What needs to be done:
Please reproduce the listing in its entirety, exactly as shown.

****************************************

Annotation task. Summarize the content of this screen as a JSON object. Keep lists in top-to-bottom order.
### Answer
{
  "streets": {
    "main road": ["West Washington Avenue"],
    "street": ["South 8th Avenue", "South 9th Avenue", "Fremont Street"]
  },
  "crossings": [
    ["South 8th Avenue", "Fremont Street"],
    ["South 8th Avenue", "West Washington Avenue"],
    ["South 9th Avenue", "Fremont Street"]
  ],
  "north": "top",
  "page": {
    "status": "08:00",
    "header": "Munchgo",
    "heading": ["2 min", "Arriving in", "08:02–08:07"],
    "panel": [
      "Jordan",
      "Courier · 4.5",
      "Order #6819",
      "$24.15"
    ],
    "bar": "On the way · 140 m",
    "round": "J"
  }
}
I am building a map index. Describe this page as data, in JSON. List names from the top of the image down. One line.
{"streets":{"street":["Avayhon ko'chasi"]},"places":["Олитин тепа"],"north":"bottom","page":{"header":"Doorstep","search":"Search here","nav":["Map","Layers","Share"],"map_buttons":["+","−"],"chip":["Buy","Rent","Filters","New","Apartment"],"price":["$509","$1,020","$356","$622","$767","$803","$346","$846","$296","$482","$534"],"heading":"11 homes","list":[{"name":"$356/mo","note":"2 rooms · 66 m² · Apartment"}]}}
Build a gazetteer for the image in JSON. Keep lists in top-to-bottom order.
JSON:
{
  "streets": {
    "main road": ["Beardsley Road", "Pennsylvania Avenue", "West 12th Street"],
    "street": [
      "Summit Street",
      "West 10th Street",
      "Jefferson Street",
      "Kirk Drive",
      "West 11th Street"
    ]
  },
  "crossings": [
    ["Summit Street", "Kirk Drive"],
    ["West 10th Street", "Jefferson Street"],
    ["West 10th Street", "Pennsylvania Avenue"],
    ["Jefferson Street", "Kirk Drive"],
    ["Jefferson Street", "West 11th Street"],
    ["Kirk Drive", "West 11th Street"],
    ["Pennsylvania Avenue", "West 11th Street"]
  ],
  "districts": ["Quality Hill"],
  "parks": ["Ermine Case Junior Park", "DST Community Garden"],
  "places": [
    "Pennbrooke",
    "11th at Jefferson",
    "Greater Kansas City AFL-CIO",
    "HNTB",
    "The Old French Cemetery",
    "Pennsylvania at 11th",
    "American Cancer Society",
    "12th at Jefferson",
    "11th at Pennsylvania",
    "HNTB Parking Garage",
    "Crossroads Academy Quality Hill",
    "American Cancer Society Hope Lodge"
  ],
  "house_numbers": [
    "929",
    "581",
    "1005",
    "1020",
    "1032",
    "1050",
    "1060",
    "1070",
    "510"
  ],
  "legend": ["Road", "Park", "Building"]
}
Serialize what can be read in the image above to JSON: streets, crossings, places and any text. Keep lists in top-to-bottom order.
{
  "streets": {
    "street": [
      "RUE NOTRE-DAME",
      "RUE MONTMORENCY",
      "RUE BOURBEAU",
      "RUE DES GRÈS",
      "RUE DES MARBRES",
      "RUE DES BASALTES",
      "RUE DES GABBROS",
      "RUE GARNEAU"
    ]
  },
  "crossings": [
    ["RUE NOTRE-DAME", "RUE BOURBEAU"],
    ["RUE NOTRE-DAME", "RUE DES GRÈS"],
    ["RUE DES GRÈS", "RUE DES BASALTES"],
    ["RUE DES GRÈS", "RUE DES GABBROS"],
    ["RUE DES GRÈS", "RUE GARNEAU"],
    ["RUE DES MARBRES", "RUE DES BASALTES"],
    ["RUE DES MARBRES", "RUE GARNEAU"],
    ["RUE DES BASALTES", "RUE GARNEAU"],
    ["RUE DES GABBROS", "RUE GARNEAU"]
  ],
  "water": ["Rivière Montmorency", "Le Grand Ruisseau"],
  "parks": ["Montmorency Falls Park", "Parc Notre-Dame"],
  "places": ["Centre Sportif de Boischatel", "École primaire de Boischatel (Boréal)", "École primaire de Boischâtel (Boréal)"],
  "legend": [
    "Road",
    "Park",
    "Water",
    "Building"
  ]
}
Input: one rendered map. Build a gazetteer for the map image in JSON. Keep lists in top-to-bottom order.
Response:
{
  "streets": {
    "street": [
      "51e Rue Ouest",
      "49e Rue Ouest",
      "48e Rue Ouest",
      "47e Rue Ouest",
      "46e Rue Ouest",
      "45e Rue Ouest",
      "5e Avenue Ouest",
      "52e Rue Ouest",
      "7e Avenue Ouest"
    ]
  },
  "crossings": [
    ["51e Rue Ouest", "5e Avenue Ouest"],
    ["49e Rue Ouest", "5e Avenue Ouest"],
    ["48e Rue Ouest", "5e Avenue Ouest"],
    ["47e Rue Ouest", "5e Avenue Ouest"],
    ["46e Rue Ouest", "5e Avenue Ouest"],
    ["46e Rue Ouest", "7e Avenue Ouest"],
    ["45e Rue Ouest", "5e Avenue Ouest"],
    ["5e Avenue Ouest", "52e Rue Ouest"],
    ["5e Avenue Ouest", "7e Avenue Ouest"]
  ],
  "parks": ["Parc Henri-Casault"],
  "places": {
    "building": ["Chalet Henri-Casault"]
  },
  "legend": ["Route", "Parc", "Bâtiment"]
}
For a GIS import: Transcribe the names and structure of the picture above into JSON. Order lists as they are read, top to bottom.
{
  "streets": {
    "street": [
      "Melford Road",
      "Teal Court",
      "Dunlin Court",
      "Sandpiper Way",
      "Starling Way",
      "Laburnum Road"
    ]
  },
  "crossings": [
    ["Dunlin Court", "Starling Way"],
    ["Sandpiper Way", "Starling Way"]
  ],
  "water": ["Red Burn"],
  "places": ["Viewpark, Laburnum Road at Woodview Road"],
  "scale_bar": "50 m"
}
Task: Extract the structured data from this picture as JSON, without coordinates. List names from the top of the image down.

****************************************

Problem solution:
Annotation task. Summarize the content of this screen as a JSON object. Keep lists in top-to-bottom order.
### Answer
{
  "streets": {
    "main road": ["West Washington Avenue"],
    "street": ["South 8th Avenue", "South 9th Avenue", "Fremont Street"]
  },
  "crossings": [
    ["South 8th Avenue", "Fremont Street"],
    ["South 8th Avenue", "West Washington Avenue"],
    ["South 9th Avenue", "Fremont Street"]
  ],
  "north": "top",
  "page": {
    "status": "08:00",
    "header": "Munchgo",
    "heading": ["2 min", "Arriving in", "08:02–08:07"],
    "panel": [
      "Jordan",
      "Courier · 4.5",
      "Order #6819",
      "$24.15"
    ],
    "bar": "On the way · 140 m",
    "round": "J"
  }
}
I am building a map index. Describe this page as data, in JSON. List names from the top of the image down. One line.
{"streets":{"street":["Avayhon ko'chasi"]},"places":["Олитин тепа"],"north":"bottom","page":{"header":"Doorstep","search":"Search here","nav":["Map","Layers","Share"],"map_buttons":["+","−"],"chip":["Buy","Rent","Filters","New","Apartment"],"price":["$509","$1,020","$356","$622","$767","$803","$346","$846","$296","$482","$534"],"heading":"11 homes","list":[{"name":"$356/mo","note":"2 rooms · 66 m² · Apartment"}]}}
Build a gazetteer for the image in JSON. Keep lists in top-to-bottom order.
JSON:
{
  "streets": {
    "main road": ["Beardsley Road", "Pennsylvania Avenue", "West 12th Street"],
    "street": [
      "Summit Street",
      "West 10th Street",
      "Jefferson Street",
      "Kirk Drive",
      "West 11th Street"
    ]
  },
  "crossings": [
    ["Summit Street", "Kirk Drive"],
    ["West 10th Street", "Jefferson Street"],
    ["West 10th Street", "Pennsylvania Avenue"],
    ["Jefferson Street", "Kirk Drive"],
    ["Jefferson Street", "West 11th Street"],
    ["Kirk Drive", "West 11th Street"],
    ["Pennsylvania Avenue", "West 11th Street"]
  ],
  "districts": ["Quality Hill"],
  "parks": ["Ermine Case Junior Park", "DST Community Garden"],
  "places": [
    "Pennbrooke",
    "11th at Jefferson",
    "Greater Kansas City AFL-CIO",
    "HNTB",
    "The Old French Cemetery",
    "Pennsylvania at 11th",
    "American Cancer Society",
    "12th at Jefferson",
    "11th at Pennsylvania",
    "HNTB Parking Garage",
    "Crossroads Academy Quality Hill",
    "American Cancer Society Hope Lodge"
  ],
  "house_numbers": [
    "929",
    "581",
    "1005",
    "1020",
    "1032",
    "1050",
    "1060",
    "1070",
    "510"
  ],
  "legend": ["Road", "Park", "Building"]
}
Serialize what can be read in the image above to JSON: streets, crossings, places and any text. Keep lists in top-to-bottom order.
{
  "streets": {
    "street": [
      "RUE NOTRE-DAME",
      "RUE MONTMORENCY",
      "RUE BOURBEAU",
      "RUE DES GRÈS",
      "RUE DES MARBRES",
      "RUE DES BASALTES",
      "RUE DES GABBROS",
      "RUE GARNEAU"
    ]
  },
  "crossings": [
    ["RUE NOTRE-DAME", "RUE BOURBEAU"],
    ["RUE NOTRE-DAME", "RUE DES GRÈS"],
    ["RUE DES GRÈS", "RUE DES BASALTES"],
    ["RUE DES GRÈS", "RUE DES GABBROS"],
    ["RUE DES GRÈS", "RUE GARNEAU"],
    ["RUE DES MARBRES", "RUE DES BASALTES"],
    ["RUE DES MARBRES", "RUE GARNEAU"],
    ["RUE DES BASALTES", "RUE GARNEAU"],
    ["RUE DES GABBROS", "RUE GARNEAU"]
  ],
  "water": ["Rivière Montmorency", "Le Grand Ruisseau"],
  "parks": ["Montmorency Falls Park", "Parc Notre-Dame"],
  "places": ["Centre Sportif de Boischatel", "École primaire de Boischatel (Boréal)", "École primaire de Boischâtel (Boréal)"],
  "legend": [
    "Road",
    "Park",
    "Water",
    "Building"
  ]
}
Input: one rendered map. Build a gazetteer for the map image in JSON. Keep lists in top-to-bottom order.
Response:
{
  "streets": {
    "street": [
      "51e Rue Ouest",
      "49e Rue Ouest",
      "48e Rue Ouest",
      "47e Rue Ouest",
      "46e Rue Ouest",
      "45e Rue Ouest",
      "5e Avenue Ouest",
      "52e Rue Ouest",
      "7e Avenue Ouest"
    ]
  },
  "crossings": [
    ["51e Rue Ouest", "5e Avenue Ouest"],
    ["49e Rue Ouest", "5e Avenue Ouest"],
    ["48e Rue Ouest", "5e Avenue Ouest"],
    ["47e Rue Ouest", "5e Avenue Ouest"],
    ["46e Rue Ouest", "5e Avenue Ouest"],
    ["46e Rue Ouest", "7e Avenue Ouest"],
    ["45e Rue Ouest", "5e Avenue Ouest"],
    ["5e Avenue Ouest", "52e Rue Ouest"],
    ["5e Avenue Ouest", "7e Avenue Ouest"]
  ],
  "parks": ["Parc Henri-Casault"],
  "places": {
    "building": ["Chalet Henri-Casault"]
  },
  "legend": ["Route", "Parc", "Bâtiment"]
}
For a GIS import: Transcribe the names and structure of the picture above into JSON. Order lists as they are read, top to bottom.
{
  "streets": {
    "street": [
      "Melford Road",
      "Teal Court",
      "Dunlin Court",
      "Sandpiper Way",
      "Starling Way",
      "Laburnum Road"
    ]
  },
  "crossings": [
    ["Dunlin Court", "Starling Way"],
    ["Sandpiper Way", "Starling Way"]
  ],
  "water": ["Red Burn"],
  "places": ["Viewpark, Laburnum Road at Woodview Road"],
  "scale_bar": "50 m"
}
Task: Extract the structured data from this picture as JSON, without coordinates. List names from the top of the image down.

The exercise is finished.